--- RECORD EXTRACTS Enclosed Below ---
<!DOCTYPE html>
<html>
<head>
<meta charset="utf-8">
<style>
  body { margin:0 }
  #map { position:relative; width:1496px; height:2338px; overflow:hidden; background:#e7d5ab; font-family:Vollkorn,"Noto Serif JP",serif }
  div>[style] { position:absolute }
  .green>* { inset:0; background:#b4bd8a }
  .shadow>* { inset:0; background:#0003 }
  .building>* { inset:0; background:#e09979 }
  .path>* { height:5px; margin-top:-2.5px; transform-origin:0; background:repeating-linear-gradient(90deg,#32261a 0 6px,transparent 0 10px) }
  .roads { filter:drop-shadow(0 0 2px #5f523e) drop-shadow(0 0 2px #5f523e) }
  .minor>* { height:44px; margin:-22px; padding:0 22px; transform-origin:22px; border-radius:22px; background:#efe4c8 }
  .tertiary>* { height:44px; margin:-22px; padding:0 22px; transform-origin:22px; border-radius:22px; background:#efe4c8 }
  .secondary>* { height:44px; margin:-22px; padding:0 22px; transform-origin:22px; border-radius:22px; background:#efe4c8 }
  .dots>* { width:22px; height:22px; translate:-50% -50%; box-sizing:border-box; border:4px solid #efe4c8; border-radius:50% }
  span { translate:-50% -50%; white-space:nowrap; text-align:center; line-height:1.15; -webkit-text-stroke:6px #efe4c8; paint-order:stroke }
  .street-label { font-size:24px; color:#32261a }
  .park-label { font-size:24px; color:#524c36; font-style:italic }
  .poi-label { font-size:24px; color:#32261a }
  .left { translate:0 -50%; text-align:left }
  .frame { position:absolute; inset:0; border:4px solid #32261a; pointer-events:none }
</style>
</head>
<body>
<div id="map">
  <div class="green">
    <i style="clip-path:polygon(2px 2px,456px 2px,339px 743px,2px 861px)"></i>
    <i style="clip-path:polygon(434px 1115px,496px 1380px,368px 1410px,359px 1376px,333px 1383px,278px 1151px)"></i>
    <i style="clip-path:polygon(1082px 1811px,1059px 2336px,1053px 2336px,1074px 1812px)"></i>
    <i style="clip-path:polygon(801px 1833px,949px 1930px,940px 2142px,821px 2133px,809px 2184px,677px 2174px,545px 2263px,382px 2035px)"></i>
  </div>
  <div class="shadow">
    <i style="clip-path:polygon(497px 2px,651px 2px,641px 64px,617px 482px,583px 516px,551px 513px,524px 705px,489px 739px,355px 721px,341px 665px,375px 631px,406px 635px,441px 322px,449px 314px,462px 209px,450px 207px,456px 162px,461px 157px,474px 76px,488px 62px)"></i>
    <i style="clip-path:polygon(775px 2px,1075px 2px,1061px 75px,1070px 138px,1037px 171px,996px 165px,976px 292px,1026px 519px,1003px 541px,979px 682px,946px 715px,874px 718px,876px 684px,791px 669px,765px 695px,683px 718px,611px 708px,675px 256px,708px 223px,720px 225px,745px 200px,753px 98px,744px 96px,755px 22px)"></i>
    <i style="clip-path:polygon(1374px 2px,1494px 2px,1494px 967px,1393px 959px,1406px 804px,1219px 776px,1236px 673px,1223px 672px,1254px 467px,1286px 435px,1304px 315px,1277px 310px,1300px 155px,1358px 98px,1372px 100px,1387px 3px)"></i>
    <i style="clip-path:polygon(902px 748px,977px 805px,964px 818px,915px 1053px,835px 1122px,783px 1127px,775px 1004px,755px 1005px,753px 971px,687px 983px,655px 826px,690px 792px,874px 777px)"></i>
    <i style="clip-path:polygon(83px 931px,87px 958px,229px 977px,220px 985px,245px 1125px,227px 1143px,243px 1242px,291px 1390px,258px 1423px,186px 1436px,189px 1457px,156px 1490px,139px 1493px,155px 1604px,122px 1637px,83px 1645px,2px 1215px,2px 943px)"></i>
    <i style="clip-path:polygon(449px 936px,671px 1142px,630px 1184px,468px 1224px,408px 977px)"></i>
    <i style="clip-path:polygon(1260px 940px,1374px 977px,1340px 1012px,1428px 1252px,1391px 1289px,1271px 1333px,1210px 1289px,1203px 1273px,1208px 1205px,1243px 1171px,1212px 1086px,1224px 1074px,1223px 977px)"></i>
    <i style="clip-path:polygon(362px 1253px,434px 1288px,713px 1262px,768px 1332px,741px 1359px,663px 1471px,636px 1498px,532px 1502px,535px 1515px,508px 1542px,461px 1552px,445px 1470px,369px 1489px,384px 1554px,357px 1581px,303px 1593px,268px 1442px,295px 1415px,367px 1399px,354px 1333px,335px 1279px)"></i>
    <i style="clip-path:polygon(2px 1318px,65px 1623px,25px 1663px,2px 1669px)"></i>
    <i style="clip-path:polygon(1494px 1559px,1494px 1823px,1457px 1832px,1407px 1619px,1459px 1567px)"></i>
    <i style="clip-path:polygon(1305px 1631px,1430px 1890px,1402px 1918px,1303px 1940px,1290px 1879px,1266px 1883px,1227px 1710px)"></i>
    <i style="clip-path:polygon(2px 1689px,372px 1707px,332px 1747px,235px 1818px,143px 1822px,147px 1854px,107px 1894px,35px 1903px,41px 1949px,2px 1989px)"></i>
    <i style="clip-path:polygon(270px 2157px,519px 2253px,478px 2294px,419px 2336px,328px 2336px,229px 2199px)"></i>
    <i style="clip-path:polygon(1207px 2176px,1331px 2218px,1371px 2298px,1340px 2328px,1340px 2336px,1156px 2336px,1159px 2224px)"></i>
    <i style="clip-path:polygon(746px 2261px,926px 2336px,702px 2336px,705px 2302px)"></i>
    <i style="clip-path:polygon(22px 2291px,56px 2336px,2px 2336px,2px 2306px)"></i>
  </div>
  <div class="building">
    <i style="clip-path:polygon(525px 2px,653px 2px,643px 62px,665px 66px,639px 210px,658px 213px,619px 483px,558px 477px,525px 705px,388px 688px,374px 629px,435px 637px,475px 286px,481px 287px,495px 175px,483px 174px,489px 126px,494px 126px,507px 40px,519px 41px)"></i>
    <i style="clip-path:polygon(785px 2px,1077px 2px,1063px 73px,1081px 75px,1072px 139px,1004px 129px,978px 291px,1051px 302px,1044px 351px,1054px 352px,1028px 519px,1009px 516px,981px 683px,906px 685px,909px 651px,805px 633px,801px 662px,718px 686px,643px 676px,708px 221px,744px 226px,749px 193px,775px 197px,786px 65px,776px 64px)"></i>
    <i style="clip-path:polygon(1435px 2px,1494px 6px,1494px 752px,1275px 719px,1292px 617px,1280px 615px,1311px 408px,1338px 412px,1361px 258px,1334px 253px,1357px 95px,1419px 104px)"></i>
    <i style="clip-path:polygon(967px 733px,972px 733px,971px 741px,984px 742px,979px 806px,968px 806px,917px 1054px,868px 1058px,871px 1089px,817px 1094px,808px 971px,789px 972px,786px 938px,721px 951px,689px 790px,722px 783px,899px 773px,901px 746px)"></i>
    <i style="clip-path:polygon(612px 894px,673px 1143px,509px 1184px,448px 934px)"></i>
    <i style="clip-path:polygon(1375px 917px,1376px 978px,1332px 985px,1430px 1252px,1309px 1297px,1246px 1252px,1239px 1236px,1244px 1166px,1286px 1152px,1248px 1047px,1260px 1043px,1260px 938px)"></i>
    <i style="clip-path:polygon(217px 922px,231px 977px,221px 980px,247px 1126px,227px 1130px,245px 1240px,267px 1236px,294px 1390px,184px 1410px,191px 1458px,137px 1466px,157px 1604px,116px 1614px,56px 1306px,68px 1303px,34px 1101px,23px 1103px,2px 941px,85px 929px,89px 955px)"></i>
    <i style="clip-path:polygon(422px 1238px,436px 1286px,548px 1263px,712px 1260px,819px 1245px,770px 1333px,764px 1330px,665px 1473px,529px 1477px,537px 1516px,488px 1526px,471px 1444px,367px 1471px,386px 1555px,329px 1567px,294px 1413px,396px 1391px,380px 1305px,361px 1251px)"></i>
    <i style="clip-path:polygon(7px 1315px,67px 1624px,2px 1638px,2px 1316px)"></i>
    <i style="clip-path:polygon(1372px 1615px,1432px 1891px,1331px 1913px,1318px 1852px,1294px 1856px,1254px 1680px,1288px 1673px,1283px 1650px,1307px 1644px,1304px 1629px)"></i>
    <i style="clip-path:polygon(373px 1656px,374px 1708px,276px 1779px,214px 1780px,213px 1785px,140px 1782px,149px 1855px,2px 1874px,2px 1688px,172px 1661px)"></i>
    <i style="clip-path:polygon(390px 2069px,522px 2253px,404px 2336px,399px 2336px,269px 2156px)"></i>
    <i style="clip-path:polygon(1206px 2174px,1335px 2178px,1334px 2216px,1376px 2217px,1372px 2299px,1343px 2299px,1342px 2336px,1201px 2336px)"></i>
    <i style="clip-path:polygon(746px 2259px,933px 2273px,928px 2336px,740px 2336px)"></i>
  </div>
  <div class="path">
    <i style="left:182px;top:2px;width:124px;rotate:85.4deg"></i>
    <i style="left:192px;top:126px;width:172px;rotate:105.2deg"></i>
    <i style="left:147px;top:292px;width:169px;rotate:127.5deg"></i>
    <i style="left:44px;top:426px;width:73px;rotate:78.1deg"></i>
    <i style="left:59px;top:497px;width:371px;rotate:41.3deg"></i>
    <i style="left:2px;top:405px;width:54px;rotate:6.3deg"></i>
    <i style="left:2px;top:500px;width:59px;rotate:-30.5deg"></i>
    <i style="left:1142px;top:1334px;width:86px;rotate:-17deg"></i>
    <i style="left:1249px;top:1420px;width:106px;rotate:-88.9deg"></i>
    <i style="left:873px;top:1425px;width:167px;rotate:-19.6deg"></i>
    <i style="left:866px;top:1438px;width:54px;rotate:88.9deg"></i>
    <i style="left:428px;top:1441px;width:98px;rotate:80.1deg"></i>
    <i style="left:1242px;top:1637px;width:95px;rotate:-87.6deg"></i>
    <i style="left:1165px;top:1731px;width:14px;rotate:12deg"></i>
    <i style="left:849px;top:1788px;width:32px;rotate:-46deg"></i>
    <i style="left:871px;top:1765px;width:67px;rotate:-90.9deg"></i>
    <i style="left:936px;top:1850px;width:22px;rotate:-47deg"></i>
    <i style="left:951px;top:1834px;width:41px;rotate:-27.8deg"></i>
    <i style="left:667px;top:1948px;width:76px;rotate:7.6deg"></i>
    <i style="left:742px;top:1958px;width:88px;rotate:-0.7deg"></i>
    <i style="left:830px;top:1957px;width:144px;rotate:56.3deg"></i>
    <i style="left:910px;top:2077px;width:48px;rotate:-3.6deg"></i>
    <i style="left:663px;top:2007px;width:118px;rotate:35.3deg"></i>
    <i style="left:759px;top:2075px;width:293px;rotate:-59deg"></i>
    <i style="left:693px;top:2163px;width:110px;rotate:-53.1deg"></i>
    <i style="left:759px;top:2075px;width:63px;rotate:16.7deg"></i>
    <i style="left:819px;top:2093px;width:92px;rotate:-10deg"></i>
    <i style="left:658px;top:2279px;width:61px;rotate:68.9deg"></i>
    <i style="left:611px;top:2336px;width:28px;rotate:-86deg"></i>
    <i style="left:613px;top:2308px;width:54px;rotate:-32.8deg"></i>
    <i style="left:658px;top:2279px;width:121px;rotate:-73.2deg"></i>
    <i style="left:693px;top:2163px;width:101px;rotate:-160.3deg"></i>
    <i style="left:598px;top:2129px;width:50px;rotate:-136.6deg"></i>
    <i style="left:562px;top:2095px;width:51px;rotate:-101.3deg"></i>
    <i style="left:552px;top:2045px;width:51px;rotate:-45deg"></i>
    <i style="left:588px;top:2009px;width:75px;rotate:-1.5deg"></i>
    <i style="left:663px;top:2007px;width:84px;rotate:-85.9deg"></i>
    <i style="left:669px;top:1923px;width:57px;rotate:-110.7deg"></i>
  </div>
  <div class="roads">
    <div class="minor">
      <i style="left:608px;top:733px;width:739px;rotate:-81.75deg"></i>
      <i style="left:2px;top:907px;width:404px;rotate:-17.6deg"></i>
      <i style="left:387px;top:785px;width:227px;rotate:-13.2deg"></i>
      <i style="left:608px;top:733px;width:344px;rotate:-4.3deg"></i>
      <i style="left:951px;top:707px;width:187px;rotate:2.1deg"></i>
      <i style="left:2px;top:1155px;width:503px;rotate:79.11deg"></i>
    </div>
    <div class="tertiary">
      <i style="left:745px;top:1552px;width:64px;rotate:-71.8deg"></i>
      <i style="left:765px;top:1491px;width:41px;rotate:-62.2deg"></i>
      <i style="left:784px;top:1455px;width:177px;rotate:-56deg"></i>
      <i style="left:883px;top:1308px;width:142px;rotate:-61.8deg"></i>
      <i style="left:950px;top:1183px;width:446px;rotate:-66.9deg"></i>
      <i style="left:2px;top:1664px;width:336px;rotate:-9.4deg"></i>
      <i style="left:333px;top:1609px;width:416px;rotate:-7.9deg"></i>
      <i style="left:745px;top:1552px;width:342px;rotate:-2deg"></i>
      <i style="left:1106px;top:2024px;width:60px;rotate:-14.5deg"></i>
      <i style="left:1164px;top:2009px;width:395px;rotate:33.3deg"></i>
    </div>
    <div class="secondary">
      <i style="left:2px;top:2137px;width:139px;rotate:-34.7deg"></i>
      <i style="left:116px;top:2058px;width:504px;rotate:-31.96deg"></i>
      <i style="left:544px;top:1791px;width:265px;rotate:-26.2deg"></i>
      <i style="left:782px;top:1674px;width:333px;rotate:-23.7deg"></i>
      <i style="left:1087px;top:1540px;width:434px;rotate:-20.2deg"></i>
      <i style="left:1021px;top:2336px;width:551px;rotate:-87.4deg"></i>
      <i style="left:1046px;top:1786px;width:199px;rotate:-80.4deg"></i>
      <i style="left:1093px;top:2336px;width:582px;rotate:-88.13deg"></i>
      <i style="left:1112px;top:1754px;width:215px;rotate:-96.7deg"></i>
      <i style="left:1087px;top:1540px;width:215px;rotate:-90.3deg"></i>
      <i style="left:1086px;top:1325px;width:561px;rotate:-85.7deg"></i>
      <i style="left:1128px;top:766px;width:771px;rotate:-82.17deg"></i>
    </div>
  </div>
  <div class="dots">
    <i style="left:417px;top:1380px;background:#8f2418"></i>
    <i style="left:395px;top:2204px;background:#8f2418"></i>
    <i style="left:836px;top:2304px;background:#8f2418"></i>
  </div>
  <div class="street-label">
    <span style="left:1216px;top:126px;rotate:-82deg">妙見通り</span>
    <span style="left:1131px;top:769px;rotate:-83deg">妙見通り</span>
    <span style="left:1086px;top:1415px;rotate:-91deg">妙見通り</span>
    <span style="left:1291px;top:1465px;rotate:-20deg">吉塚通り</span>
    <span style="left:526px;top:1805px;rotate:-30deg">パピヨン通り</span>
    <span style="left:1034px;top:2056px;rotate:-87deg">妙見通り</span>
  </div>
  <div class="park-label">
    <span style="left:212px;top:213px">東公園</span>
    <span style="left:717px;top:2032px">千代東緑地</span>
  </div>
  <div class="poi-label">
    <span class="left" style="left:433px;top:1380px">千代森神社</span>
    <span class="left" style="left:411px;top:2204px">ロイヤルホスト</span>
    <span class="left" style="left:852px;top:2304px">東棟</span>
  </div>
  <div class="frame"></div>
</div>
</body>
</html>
--- End of Enclosed RECORD EXTRACTS ---
- **WHAT YOU SHOULD DO**: Please transcribe the material line by line, exactly, from its opening line through the line that contains "1811px,1059px 2336px,1053px 2336px,1074px".

- **TASK RESPONSE**:
<!DOCTYPE html>
<html>
<head>
<meta charset="utf-8">
<style>
  body { margin:0 }
  #map { position:relative; width:1496px; height:2338px; overflow:hidden; background:#e7d5ab; font-family:Vollkorn,"Noto Serif JP",serif }
  div>[style] { position:absolute }
  .green>* { inset:0; background:#b4bd8a }
  .shadow>* { inset:0; background:#0003 }
  .building>* { inset:0; background:#e09979 }
  .path>* { height:5px; margin-top:-2.5px; transform-origin:0; background:repeating-linear-gradient(90deg,#32261a 0 6px,transparent 0 10px) }
  .roads { filter:drop-shadow(0 0 2px #5f523e) drop-shadow(0 0 2px #5f523e) }
  .minor>* { height:44px; margin:-22px; padding:0 22px; transform-origin:22px; border-radius:22px; background:#efe4c8 }
  .tertiary>* { height:44px; margin:-22px; padding:0 22px; transform-origin:22px; border-radius:22px; background:#efe4c8 }
  .secondary>* { height:44px; margin:-22px; padding:0 22px; transform-origin:22px; border-radius:22px; background:#efe4c8 }
  .dots>* { width:22px; height:22px; translate:-50% -50%; box-sizing:border-box; border:4px solid #efe4c8; border-radius:50% }
  span { translate:-50% -50%; white-space:nowrap; text-align:center; line-height:1.15; -webkit-text-stroke:6px #efe4c8; paint-order:stroke }
  .street-label { font-size:24px; color:#32261a }
  .park-label { font-size:24px; color:#524c36; font-style:italic }
  .poi-label { font-size:24px; color:#32261a }
  .left { translate:0 -50%; text-align:left }
  .frame { position:absolute; inset:0; border:4px solid #32261a; pointer-events:none }
</style>
</head>
<body>
<div id="map">
  <div class="green">
    <i style="clip-path:polygon(2px 2px,456px 2px,339px 743px,2px 861px)"></i>
    <i style="clip-path:polygon(434px 1115px,496px 1380px,368px 1410px,359px 1376px,333px 1383px,278px 1151px)"></i>
    <i style="clip-path:polygon(1082px 1811px,1059px 2336px,1053px 2336px,1074px 1812px)"></i>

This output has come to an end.